Without knowing the rest of the setup, it's a bit difficult to diagnose...

Given that the start of the sampling window is periodic, I can expect that for some values of the buffer length you'll always get the same results from NDTR, while for others lengths that are not a divisor of the total samples in one full period results will vary.

Thank you for the response.

I attached the code. it is simple. a few configurations which DMA fills the buffer and UART sends the average value to the serial in a while loop. as the GPIO pulse confirms (rising in the timer interrupt, falling in the DMA interrupt) it must read the interesting part which starts from 40 in the buffer. but in practice it does not.

[VanitarNordic]

if it still did not work, I have to cut the interesting part with an analog switch and run the ADC continuously which still I have to know where is the start point, but in this case, anywhere except signal will have 0 or less than 10 in ADC values, if we neglect noises. But still it is not a good solution you know. it should be easier and straightforward than this. i don't know what is the problem

[newbrain]

I did not have much time to check your code (you might know about this "real life" thing that tends to interfere ), and I'm going to be up in the mountains for a week without internet in a few hours...

Some things I noticed:

• The loop in main() will take longer to execute than interval set on TIM3 (I assume that's your timebase).
  TIM3 interval = (60000*10)/120 us = 5000 us = 5ms
  UART transmission time (at 9600bps, even ignoring all the rest and the HAL overhead) = (5+2) / 960 s ~= 7.3ms
• The main loop is completely missing any synchronization with TIM3, and is reading samples in a fixed position.
• I have some problems in understanding how you intend to synchronize the sampling windows with an external waveform, but this is up to you.
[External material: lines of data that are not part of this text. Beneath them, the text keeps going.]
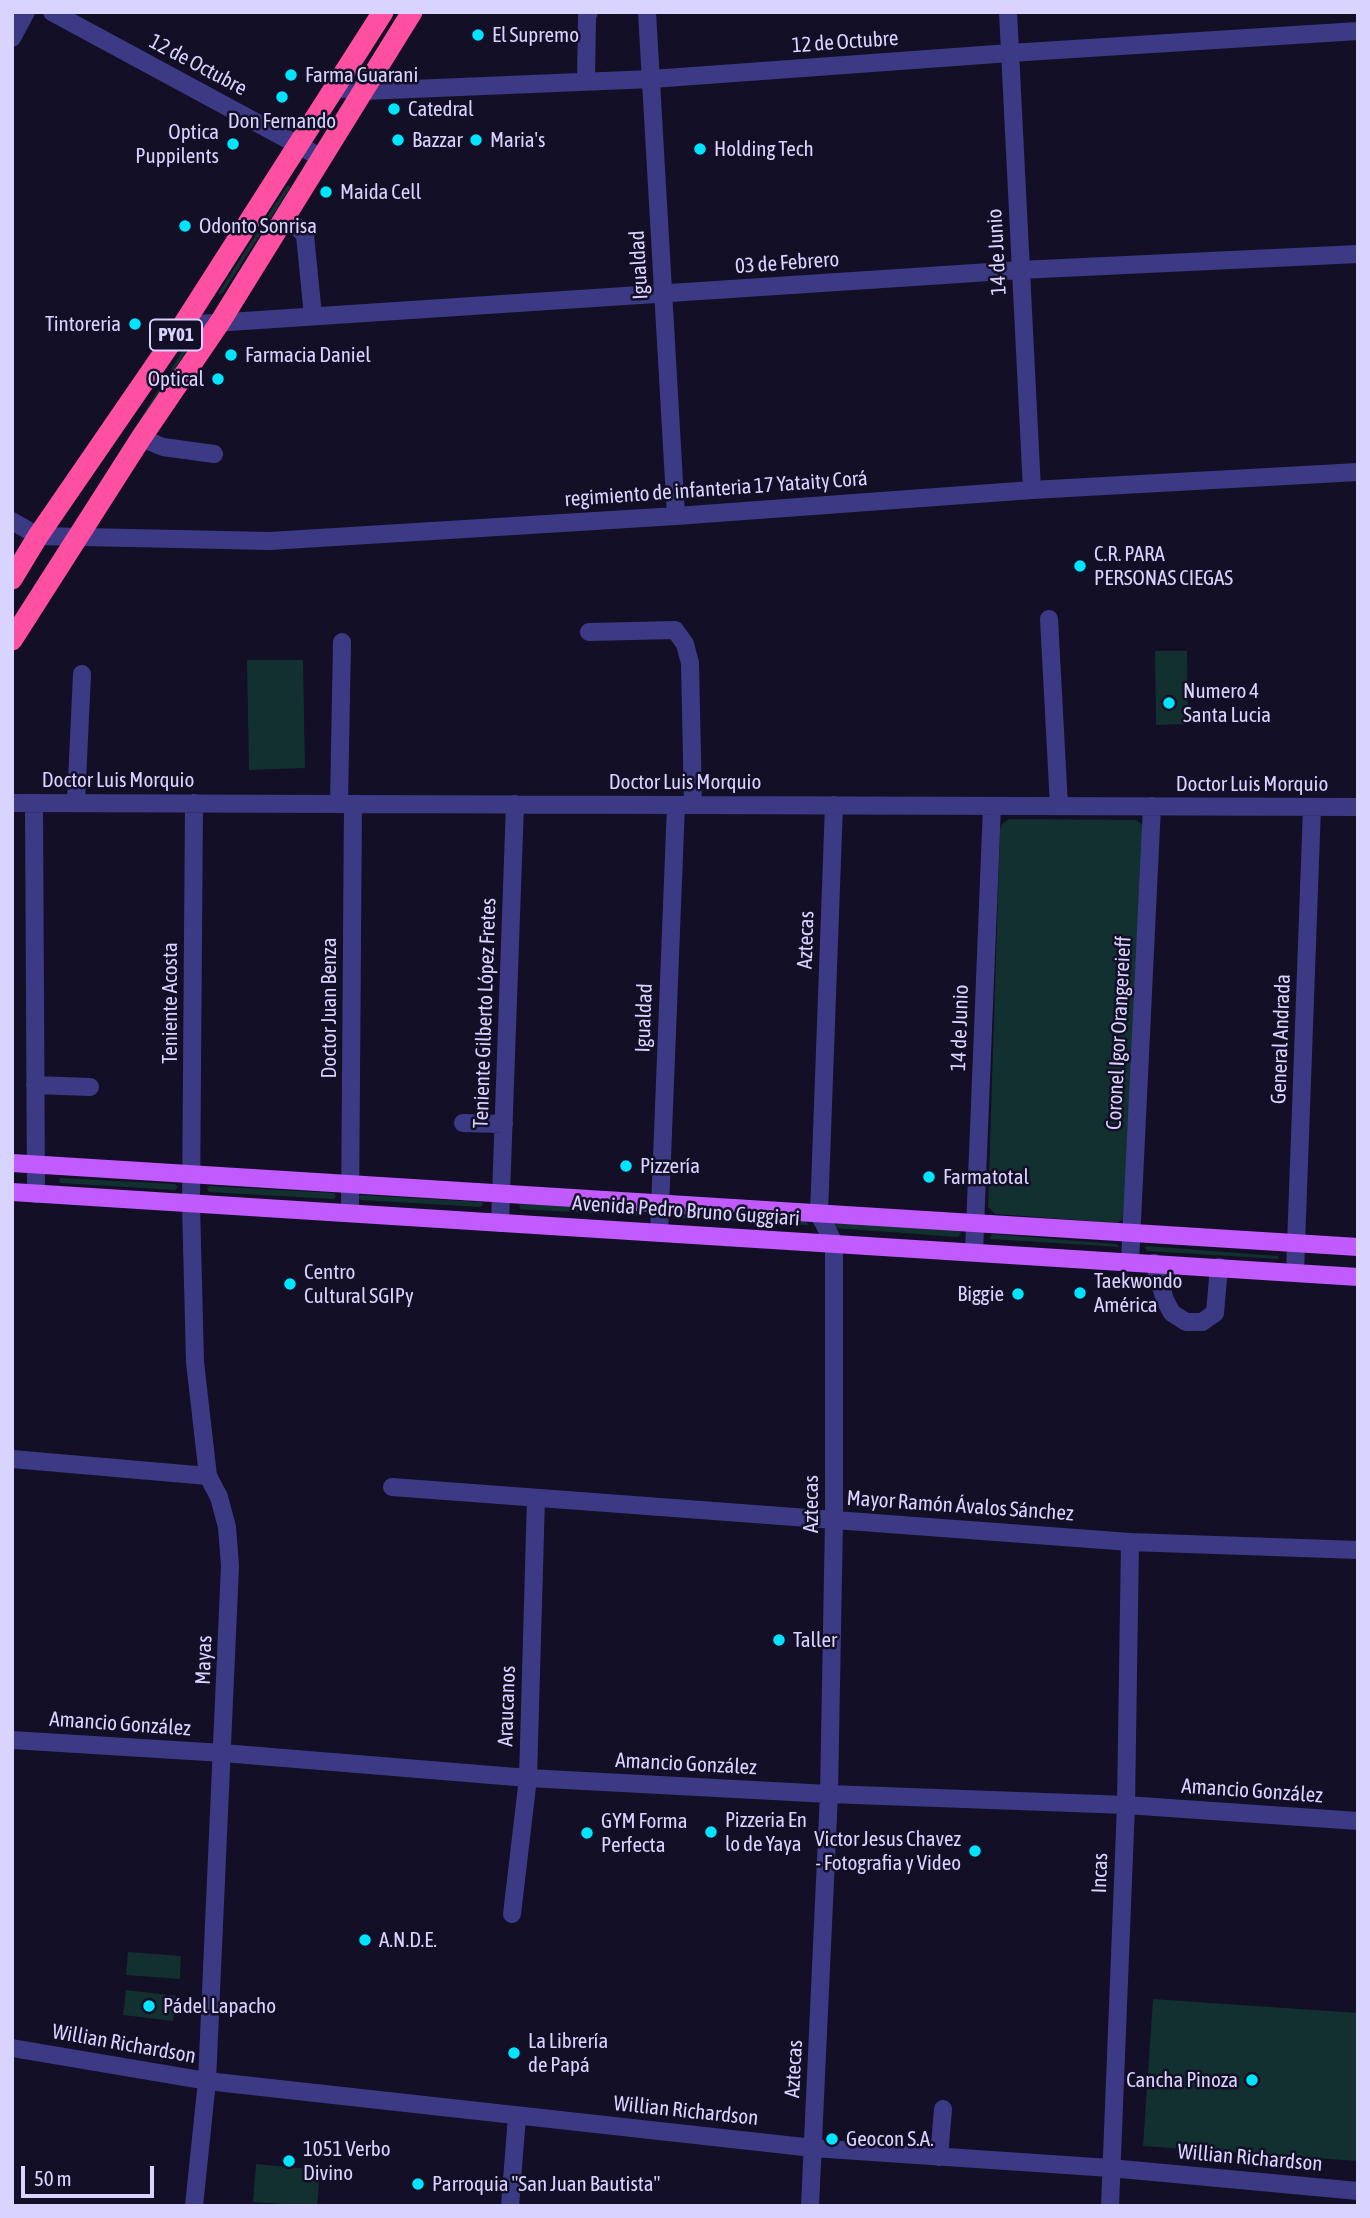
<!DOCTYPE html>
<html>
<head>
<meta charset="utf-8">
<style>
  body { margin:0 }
  #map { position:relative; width:1370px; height:2218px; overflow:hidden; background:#130f26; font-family:"Asap Condensed",sans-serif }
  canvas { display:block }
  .frame { position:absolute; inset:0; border:14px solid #d9d4ff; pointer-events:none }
  .scale { position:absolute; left:21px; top:2166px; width:133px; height:32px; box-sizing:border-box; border:4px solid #d9d4ff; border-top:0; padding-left:9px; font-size:21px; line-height:24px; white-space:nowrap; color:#d9d4ff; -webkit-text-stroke:5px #130f26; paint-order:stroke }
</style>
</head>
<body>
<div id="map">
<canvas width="1370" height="2218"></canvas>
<div class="frame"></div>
<div class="scale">50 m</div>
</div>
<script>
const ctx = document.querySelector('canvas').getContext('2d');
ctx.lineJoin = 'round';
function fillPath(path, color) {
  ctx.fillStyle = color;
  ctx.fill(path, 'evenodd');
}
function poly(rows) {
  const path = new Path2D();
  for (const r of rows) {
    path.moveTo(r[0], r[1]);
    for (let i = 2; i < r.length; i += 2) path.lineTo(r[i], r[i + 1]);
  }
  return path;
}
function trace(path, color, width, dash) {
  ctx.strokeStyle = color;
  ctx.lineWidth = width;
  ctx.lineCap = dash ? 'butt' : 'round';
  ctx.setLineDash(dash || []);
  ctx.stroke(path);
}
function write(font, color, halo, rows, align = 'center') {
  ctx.font = font + ' "Asap Condensed",sans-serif';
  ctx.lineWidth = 5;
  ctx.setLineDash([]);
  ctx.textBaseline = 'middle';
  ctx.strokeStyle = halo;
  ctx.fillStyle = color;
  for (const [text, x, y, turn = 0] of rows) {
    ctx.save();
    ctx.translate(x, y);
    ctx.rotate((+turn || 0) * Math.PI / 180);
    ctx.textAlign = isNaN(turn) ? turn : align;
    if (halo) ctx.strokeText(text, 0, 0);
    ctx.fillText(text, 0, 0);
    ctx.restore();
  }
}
const green = poly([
  [289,185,290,188,222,294,219,294,219,292,287,186],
  [193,334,196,334,196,336,86,510,83,511],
  [1155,651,1187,651,1188,724,1156,725],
  [247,660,303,660,305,768,249,770],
  [1009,819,1136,820,1143,825,1125,1218,1117,1223,995,1214,988,1207,1000,829,1002,824],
  [60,1178,175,1184,178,1187,175,1190,60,1183,59,1180],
  [210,1186,334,1193,336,1196,334,1199,209,1192,207,1188],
  [361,1195,481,1202,483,1204,481,1207,361,1200,358,1197],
  [519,1204,642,1210,643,1213,641,1216,520,1209],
  [676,1213,806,1221,808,1225,676,1218,674,1216],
  [834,1223,959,1231,961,1234,958,1237,834,1228,832,1225],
  [992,1234,1117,1244,1119,1247,991,1239,990,1238],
  [1147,1246,1278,1256,1279,1259,1147,1251,1145,1247],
  [128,1952,181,1956,180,1979,126,1975],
  [126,1990,176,1996,173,2021,123,2015],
  [1153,1999,1358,2013,1358,2161,1143,2146],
  [256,2164,320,2170,317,2206,253,2202]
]);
const minor = poly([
  [52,12,322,158],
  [647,12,676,516],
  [1008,12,1032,490],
  [12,38,26,12],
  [586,81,587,17,589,12],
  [335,88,364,91,652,79,1010,53,1358,31],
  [286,216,305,235,313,316],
  [183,325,1020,270,1358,254],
  [141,438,163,447,214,454],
  [12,521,38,536,270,541,676,516,1032,490,1358,472],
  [1049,619,1059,806],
  [589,632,675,630,685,644,690,663,693,805],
  [76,802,82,674],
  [12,803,1358,807],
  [34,803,36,1194],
  [194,803,191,1204,195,1362,208,1476,219,1497,227,1527,230,1566,207,2081,194,2206],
  [339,804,342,642],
  [35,1085,90,1087],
  [463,1123,504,1124],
  [350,1213,353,804],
  [500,1223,515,804],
  [659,1233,676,805],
  [974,1252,992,806],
  [1130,1262,1152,806],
  [1154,1263,1165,1300,1172,1313,1186,1322,1202,1322,1215,1313,1219,1267],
  [1295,1272,1312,807],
  [12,1459,208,1476],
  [392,1487,1130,1542,1358,1550],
  [12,1740,223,1753,528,1778,829,1794,1126,1805,1358,1821],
  [512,1914,528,1778,536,1498],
  [12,2048,207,2081,813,2148,1110,2168,1358,2191],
  [939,2157,943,2109],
  [510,2206,517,2116],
  [810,2206,829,1794,834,1520,834,1243,819,1214,834,805],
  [1110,2206,1126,1805,1130,1542]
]);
const major = poly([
  [12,1163,1358,1247],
  [12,1192,1358,1277]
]);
const highway = poly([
  [12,579,38,536,183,325,383,12],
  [12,640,141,438,220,322,412,12]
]);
const markers = [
  [478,35,7,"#00e5ff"],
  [291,75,7,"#00e5ff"],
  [282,97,7,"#00e5ff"],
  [394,109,7,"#00e5ff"],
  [398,140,7,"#00e5ff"],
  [476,140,7,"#00e5ff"],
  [233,144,7,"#00e5ff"],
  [700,149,7,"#00e5ff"],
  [326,192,7,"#00e5ff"],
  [185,226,7,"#00e5ff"],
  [135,324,7,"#00e5ff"],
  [231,355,7,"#00e5ff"],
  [218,379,7,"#00e5ff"],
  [1080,566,7,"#00e5ff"],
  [1169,703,7,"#00e5ff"],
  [626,1166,7,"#00e5ff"],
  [929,1177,7,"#00e5ff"],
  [290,1284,7,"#00e5ff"],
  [1080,1293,7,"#00e5ff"],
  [1018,1294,7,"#00e5ff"],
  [779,1640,7,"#00e5ff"],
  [711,1832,7,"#00e5ff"],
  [587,1833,7,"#00e5ff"],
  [975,1851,7,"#00e5ff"],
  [365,1940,7,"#00e5ff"],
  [149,2006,7,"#00e5ff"],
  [514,2053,7,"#00e5ff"],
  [1252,2080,7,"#00e5ff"],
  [832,2139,7,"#00e5ff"],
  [289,2161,7,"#00e5ff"],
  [418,2184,7,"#00e5ff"]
];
const shields = [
  [176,335,52]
];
const shieldNames = [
  ["PY01",176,335]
];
const poiNames = [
  ["El Supremo",492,35],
  ["Farma Guarani",305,75],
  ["Catedral",408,109],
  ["Don Fernando",282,121,"center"],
  ["Optica",219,132,"right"],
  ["Puppilents",219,156,"right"],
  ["Bazzar",412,140],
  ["Maria's",490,140],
  ["Holding Tech",714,149],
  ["Maida Cell",340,192],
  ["Odonto Sonrisa",199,226],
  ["Tintoreria",121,324,"right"],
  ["Farmacia Daniel",245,355],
  ["Optical",204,379,"right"],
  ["C.R. PARA",1094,554],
  ["PERSONAS CIEGAS",1094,578],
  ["Numero 4",1183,691],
  ["Santa Lucia",1183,715],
  ["Pizzería",640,1166],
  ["Farmatotal",943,1177],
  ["Centro",304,1272],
  ["Cultural SGIPy",304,1296],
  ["Taekwondo",1094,1281],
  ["América",1094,1305],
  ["Biggie",1004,1294,"right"],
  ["Taller",793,1640],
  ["Pizzeria En",725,1820],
  ["lo de Yaya",725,1844],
  ["GYM Forma",601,1821],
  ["Perfecta",601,1845],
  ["Victor Jesus Chavez",961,1839,"right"],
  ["- Fotografia y Video",961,1863,"right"],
  ["A.N.D.E.",379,1940],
  ["Pádel Lapacho",163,2006],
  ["La Librería",528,2041],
  ["de Papá",528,2065],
  ["Cancha Pinoza",1238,2080,"right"],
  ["Geocon S.A.",846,2139],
  ["1051 Verbo",303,2149],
  ["Divino",303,2173],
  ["Parroquia \"San Juan Bautista\"",432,2184]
];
const streetNames = [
  ["12 de Octubre",845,42,-4],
  ["12 de Octubre",198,65,28],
  ["14 de Junio",997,252,-93],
  ["03 de Febrero",787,263,-4],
  ["Igualdad",639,265,-93],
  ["regimiento de infanteria 17 Yataity Corá",716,489,-4],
  ["Doctor Luis Morquio",118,780],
  ["Doctor Luis Morquio",685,782],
  ["Doctor Luis Morquio",1252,784],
  ["Aztecas",806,940,-88],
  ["Teniente Acosta",170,1003,-90],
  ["Doctor Juan Benza",329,1008,-90],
  ["Teniente Gilberto López Fretes",485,1013,-88],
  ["Igualdad",644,1018,-88],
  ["14 de Junio",960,1028,-88],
  ["Coronel Igor Orangereieff",1119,1033,-87],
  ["General Andrada",1281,1039,-88],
  ["Avenida Pedro Bruno Guggiari",686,1211,4],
  ["Aztecas",811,1504,-90],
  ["Mayor Ramón Ávalos Sánchez",960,1506,4],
  ["Mayas",204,1660,-88],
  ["Araucanos",507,1706,-88],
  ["Amancio González",120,1724,4],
  ["Amancio González",686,1764,3],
  ["Amancio González",1252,1791,4],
  ["Incas",1100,1873,-88],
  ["Willian Richardson",124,2044,10],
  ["Aztecas",794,2069,-87],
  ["Willian Richardson",686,2111,6],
  ["Willian Richardson",1250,2158,5]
];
fillPath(green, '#12302f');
trace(minor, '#3d3a85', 18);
trace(major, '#c25bff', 18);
trace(highway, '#ff4fa3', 21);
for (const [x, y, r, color] of markers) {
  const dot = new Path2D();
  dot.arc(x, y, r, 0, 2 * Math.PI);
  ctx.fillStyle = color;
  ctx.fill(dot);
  trace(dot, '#130f26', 2.5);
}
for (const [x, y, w] of shields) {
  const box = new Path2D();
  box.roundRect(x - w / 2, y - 15.5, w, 31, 5);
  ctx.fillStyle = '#130f26';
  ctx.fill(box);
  trace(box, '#d9d4ff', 2);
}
write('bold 19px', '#d9d4ff', null, shieldNames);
write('21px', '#d9d4ff', '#130f26', poiNames, 'left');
write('21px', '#d9d4ff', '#130f26', streetNames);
</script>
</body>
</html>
For the first point, increasing the UART speed is more or less the only solution: I usually find no problems with 115200bps or even higher, when transmitting. Using the HAL for receiving is an exercise in frustration.

For the second point, you could, in the TIM3 ISR (be wary of the possible latency that will introduce some jitter):

• Read the NDTR register in a volatile variable (you might even use another DMA channel triggered by TIM3 to do this, to reduce/avoid the jitter)
• Stop the ADC
• Set a flag to tell the main loop that data is ready

In the main loop:

• Wait for the flag
• Read and elaborate the buffer from (buffersize - NDTR) backward for the needed number of samples (modulo buffersize)
• Restart the ADC: according to the DS it just takes 2-3us, if you bypass the HAL
• Reset the flag

But since the number of samples seems to be less than 256, why not use the two timers solution (and DMA) I originally proposed?

[VanitarNordic]

I have some problems in understanding how you intend to synchronize the sampling windows with an external waveform, but this is up to you.

The TIM3 interrupt is in harmony with the start point of the input signal (start of the interesting part of the input signal). Therefore it would be the start-point for ADC conversions or ADC DMA counter checkpoint.
I have set the buffer length to cover the whole interesting part. therefore when the ADC DMA buffer gets filled, it raises a DMA interrupt. Therefore inside the DMA interrupt, I put another GPIO PIN change to verify the conversions tail. on the oscilloscope, this square pulse should match with the interesting part of the signal, therefore I can be sure timings are correct.

But since the number of samples seems to be less than 256, why not use the two timers solution (and DMA) I originally proposed?

I have to burst the ADC with 30MHz bursts (as datasheet says) to achieve its maximum channel sampling which is not possible with timer triggering and burst method. The timer works at 60MHz itself.